Officials in North Georgia and Hamilton County say they are forced to deal with a growing number of foreclosed properties at which mowing the grass or treating a swimming pool has taken a back seat to legal proceedings between the former owners and their mortgage lenders.
"Usually the people just leave (their homes) and they're gone," said Alan Parrish, code enforcer for Dalton, Ga.
Grass at one foreclosed home on Harvard Drive had grown 4 feet high, he said, and a swimming pool in the yard is a breeding ground for pests.
"Once that water starts turning, the neighborhood is covered up with mosquitos," he said.
Beverly Johnson, the Department of Neighborhood Services administrator for Chattanooga, said finding the owner of a foreclosed piece of property becomes a "moving target" as banks and courts move the deed around.
"You lose track of who owns it," she said.
Even when the owner can be identified, sometimes it may take weeks or even months for a bank to find a contractor to handle the cleanup, according to Catoosa County Zoning Administrator Buster Brown.
"It may be with Wells Fargo in Montana who's bought that loan," he said. "Then we've got to send them a letter. Sometimes it's not as fast as the residents would like."
At a recent commission meeting, Catoosa County Commissioner Ken Marks brought up a few complaints he had heard about neglected pools. He said souring pools, whether foreclosed on or otherwise, posed a danger -- and not because of mosquitos -- if they aren't gated, drained and covered.
"Especially with kids, you just never know," he said.
Ms.

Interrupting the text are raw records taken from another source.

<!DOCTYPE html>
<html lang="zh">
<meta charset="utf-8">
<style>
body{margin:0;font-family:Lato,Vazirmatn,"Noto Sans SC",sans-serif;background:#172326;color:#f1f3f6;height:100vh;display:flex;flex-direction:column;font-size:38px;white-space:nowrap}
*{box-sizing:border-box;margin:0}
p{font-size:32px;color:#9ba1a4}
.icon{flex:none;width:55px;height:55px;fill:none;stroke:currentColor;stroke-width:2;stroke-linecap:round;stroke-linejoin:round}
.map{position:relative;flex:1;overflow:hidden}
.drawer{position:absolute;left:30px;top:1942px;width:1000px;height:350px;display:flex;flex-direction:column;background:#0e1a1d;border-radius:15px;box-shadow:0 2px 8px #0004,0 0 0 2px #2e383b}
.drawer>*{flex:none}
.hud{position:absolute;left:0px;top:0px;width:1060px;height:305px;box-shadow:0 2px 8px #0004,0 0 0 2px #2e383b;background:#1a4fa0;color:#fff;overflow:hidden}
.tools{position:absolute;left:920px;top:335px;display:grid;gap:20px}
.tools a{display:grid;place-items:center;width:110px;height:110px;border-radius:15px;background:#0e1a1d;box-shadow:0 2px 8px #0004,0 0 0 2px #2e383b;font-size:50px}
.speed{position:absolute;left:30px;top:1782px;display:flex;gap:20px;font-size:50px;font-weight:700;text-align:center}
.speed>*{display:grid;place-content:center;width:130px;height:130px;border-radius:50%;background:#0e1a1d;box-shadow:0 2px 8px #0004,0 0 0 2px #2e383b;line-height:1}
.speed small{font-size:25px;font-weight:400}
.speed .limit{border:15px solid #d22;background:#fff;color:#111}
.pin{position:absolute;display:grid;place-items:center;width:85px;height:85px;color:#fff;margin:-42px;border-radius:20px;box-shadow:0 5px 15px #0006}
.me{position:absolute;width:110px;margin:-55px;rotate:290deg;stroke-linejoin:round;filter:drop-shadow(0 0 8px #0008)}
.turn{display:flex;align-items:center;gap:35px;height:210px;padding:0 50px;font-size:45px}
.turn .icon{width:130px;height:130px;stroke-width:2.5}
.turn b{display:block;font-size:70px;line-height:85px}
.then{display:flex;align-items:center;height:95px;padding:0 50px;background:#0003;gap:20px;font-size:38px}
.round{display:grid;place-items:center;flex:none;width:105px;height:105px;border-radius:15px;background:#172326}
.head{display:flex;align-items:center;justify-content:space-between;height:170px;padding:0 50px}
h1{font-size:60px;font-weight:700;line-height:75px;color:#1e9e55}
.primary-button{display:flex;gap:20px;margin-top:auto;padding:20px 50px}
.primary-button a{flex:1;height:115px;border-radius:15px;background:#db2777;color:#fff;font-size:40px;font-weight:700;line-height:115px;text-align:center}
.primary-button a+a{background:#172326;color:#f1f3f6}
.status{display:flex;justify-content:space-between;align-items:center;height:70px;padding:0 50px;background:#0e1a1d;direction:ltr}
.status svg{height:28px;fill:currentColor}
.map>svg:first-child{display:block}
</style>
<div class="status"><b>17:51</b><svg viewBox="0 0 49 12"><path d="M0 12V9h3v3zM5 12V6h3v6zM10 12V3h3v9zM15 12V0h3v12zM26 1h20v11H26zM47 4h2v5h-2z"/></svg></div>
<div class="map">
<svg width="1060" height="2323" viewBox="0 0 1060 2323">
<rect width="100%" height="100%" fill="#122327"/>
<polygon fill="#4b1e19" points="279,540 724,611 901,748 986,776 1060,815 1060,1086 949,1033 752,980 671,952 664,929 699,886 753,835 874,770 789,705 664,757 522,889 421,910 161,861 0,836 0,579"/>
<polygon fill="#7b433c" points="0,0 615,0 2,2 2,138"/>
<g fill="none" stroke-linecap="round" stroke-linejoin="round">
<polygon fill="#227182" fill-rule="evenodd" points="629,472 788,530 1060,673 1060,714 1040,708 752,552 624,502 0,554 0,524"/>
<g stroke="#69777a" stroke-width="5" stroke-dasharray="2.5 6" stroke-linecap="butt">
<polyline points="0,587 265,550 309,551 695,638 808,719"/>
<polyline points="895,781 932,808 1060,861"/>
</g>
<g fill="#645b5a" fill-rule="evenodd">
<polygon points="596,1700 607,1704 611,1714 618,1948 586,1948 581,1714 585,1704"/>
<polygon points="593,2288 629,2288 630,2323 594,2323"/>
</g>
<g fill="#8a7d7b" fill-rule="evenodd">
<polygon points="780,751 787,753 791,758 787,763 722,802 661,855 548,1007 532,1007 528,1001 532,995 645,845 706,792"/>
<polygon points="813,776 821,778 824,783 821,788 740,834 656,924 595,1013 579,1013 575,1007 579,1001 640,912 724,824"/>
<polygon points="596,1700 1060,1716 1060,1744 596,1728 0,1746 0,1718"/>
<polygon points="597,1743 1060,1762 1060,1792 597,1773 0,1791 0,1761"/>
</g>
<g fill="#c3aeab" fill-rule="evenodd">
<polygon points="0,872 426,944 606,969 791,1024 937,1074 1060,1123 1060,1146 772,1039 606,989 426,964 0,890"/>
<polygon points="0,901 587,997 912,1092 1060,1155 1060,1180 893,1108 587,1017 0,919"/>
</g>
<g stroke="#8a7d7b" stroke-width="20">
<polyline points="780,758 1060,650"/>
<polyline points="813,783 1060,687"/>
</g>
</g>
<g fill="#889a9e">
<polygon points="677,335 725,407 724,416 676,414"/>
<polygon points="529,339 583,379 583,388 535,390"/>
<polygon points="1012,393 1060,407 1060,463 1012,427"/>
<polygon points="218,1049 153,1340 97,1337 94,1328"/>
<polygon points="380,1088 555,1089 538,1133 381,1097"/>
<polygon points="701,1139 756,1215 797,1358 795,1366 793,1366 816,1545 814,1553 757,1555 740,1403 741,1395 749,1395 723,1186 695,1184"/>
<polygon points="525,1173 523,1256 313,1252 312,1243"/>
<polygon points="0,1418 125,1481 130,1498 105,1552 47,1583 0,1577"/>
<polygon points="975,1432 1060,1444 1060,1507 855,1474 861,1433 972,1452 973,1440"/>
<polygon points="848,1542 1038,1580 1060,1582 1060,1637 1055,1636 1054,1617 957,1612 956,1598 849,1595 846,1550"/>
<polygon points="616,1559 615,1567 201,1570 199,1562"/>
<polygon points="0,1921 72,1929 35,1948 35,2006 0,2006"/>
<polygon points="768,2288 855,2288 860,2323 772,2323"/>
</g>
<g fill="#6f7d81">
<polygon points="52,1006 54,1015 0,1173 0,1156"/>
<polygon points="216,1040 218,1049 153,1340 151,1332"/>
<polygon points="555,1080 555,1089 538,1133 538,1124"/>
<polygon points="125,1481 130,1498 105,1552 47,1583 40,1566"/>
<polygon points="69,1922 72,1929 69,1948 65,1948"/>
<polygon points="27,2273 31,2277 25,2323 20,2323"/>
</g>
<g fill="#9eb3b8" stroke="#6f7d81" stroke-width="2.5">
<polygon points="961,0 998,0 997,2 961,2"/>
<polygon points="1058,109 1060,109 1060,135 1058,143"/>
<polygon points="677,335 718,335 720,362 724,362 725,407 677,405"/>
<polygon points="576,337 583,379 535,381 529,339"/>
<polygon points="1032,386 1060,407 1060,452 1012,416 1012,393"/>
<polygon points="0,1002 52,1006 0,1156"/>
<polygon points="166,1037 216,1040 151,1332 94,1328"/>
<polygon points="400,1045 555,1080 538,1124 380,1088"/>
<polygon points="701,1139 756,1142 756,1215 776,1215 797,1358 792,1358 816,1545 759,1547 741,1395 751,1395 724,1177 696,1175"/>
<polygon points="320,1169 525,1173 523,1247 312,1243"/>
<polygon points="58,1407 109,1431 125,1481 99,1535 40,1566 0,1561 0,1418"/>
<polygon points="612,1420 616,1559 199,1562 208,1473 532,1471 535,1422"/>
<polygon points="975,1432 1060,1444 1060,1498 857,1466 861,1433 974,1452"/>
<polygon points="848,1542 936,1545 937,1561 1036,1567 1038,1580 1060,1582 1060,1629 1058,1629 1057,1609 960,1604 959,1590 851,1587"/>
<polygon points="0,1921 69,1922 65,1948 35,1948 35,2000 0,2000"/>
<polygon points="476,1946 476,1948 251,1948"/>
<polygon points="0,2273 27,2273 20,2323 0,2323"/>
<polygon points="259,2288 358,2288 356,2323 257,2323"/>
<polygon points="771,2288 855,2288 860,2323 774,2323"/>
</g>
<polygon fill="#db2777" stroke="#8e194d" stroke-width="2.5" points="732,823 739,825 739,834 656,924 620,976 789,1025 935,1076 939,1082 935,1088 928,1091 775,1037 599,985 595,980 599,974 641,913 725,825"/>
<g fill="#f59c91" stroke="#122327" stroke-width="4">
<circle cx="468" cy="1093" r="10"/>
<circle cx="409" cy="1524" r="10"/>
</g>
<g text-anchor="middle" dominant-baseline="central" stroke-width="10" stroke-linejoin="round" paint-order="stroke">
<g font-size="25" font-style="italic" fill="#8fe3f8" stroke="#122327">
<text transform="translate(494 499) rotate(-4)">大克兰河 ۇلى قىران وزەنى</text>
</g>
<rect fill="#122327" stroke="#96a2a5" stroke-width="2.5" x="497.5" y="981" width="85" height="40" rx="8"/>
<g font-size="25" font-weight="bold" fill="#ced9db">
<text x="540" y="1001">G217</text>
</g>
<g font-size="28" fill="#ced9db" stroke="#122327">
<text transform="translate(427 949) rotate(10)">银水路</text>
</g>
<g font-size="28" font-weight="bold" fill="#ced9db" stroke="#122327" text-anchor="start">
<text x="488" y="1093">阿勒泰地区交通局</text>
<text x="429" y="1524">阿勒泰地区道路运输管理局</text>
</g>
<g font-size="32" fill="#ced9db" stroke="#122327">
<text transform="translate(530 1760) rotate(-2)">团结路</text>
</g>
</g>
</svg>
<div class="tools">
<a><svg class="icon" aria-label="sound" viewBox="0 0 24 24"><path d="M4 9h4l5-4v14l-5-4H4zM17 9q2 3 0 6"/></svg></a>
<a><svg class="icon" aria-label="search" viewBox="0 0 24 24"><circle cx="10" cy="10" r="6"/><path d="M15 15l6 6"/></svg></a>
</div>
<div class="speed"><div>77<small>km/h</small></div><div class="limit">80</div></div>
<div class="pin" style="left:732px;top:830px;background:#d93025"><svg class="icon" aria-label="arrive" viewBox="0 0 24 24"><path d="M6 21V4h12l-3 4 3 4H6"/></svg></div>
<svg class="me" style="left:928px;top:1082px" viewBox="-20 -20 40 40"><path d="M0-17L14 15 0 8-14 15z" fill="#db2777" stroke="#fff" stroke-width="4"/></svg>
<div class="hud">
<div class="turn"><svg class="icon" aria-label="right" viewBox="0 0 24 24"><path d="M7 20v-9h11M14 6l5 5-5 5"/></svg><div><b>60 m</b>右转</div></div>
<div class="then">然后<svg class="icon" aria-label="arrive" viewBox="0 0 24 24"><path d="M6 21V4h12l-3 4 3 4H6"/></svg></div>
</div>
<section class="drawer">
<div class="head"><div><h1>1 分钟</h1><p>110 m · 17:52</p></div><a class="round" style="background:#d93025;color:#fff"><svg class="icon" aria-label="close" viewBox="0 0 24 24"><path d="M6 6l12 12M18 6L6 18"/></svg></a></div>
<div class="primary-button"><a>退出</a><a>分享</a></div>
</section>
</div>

Johnson said the problem extends beyond safety. If the owner cannot be found or is slow to respond, city or county crews often mow the lawns or throw larvicide into the pools.
"The responsibility falls on the city, and the city is the taxpayers," she said.
Earlier this year, the department had to become more selective and handled only the worst cases, Ms. Johnson said.
"We simply had run out of money to take care of the problems," she said.